Wait, solid stain over oil primer?:blink:

You either oil it and paint over or strip and brighten that cedar and put one coat of solid stain on top. I've never heard of solid stain over oil primer...maybe I'm wrong though.


----------



## PRC (Aug 28, 2014)

meatcleaver said:


> What is waterborner stain? Is it water based or oil? Does the primer or stain need to be sprayed? Thanks for the help


An example would be BM Arborcoat solid which is an 100% acrylic waterborne stain, which is water cleanup.
Neither needs to be sprayed but they can be. If spraying, the first coat should be back brushed or rolled to work it in. Always work 3-5 boards laterally end to end to avoid laps.


----------



## PremierPaintingMa (Nov 30, 2014)

DynaPLLC said:


> Wait, solid stain over oil primer?:blink:
> 
> You either oil it and paint over or strip and brighten that cedar and put one coat of solid stain on top. I've never heard of solid stain over oil primer...maybe I'm wrong though.
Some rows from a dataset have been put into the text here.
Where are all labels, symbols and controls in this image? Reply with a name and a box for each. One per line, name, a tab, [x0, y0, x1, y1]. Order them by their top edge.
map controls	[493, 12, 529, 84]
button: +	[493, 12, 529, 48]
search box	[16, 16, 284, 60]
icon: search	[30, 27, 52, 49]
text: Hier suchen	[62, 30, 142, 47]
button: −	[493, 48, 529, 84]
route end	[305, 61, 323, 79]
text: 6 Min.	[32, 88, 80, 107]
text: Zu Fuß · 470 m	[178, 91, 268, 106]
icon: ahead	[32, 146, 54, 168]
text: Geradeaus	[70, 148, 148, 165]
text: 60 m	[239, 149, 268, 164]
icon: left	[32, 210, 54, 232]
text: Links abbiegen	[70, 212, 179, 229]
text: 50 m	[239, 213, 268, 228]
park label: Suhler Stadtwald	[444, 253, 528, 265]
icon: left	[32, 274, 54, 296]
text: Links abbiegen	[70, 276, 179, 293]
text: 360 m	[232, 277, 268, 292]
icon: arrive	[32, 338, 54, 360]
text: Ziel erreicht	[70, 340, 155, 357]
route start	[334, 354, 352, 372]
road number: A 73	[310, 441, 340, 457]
I didn't get the :blink: DynaPLLC?
Yes oil primer and waterborne solid stain by BM Arborcoat.
Nothing beat oil primer for exterior painting.


----------



## DynaPLLC (Oct 25, 2013)

PremierPaintingMa said:


> I didn't get the :blink: DynaPLLC?
> Yes oil primer and waterborne solid stain by BM Arborcoat.
> Nothing beat oil primer for exterior painting.


what are the benefits of the Arborcoat stain over oil primer instead of a high quality exterior paint over the oil primer?
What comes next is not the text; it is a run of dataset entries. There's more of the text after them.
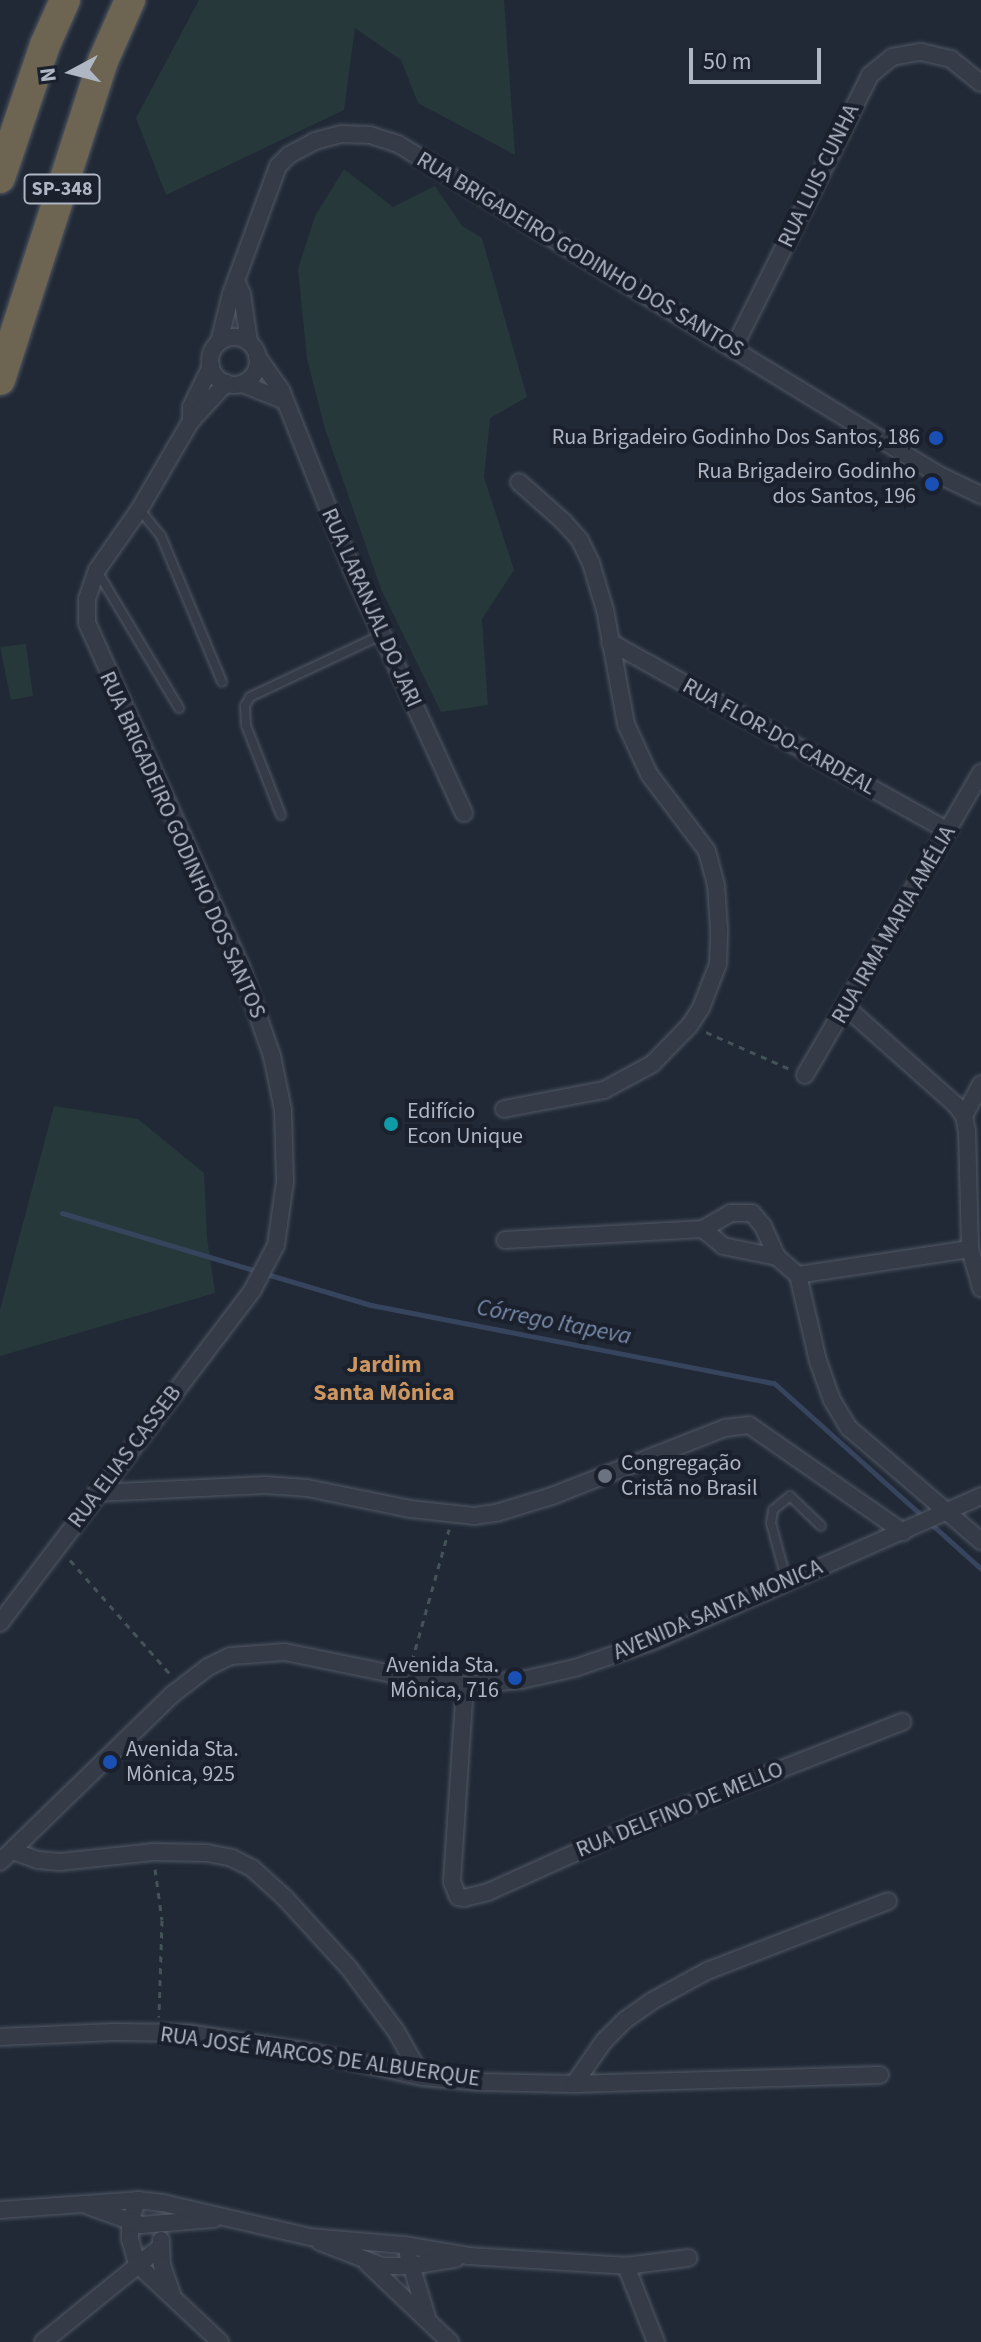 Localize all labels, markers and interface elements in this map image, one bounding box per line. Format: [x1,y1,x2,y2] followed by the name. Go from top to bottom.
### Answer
[32,32,112,112] north arrow
[693,32,825,82] scale bar
[703,44,752,79] text: 50 m
[31,66,65,84] text: N
[773,100,865,252] street label: RUA LUIS CUNHA
[412,147,748,363] street label: RUA BRIGADEIRO GODINHO DOS SANTOS
[22,173,102,205] road number: SP-348
[552,425,920,451] place label: Rua Brigadeiro Godinho Dos Santos, 186
[927,429,945,447] marker: Rua Brigadeiro Godinho Dos Santos, 186
[697,458,916,510] place label: Rua Brigadeiro Godinho dos Santos, 196
[923,475,941,493] marker: Rua Brigadeiro Godinho dos Santos, 196
[315,504,427,712] street label: RUA LARANJAL DO JARI
[93,668,271,1022] street label: RUA BRIGADEIRO GODINHO DOS SANTOS
[678,673,880,801] street label: RUA FLOR-DO-CARDEAL
[827,821,961,1029] street label: RUA IRMA MARIA AMÉLIA
[407,1098,523,1150] place label: Edifício Econ Unique
[382,1115,400,1133] marker: Edifício Econ Unique
[474,1293,634,1351] water label: Córrego Itapeva
[313,1351,455,1407] district label: Jardim Santa Mônica
[63,1381,187,1533] street label: RUA ELIAS CASSEB
[621,1450,758,1502] place label: Congregação Cristã no Brasil
[596,1467,614,1485] marker: Congregação Cristã no Brasil
[609,1554,827,1666] street label: AVENIDA SANTA MONICA
[386,1652,499,1704] place label: Avenida Sta. Mônica, 716
[506,1669,524,1687] marker: Avenida Sta. Mônica, 716
[126,1736,239,1788] place label: Avenida Sta. Mônica, 925
[101,1753,119,1771] marker: Avenida Sta. Mônica, 925
[573,1756,787,1864] street label: RUA DELFINO DE MELLO
[158,2021,482,2093] street label: RUA JOSÉ MARCOS DE ALBUERQUE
For the record I'm not being sarcastic I've just never heard of it.
I always put stain straight on bare wood or paint over primed surfaces but never did stain over primer. I'm open to constructive criticism and I'm more than willing to learn new things though...

OP, I suggest looking at the TWP 100 series cape cod gray finish and see if the owners like it. It's more of a semi solid being higher in solids than the rest of the colors.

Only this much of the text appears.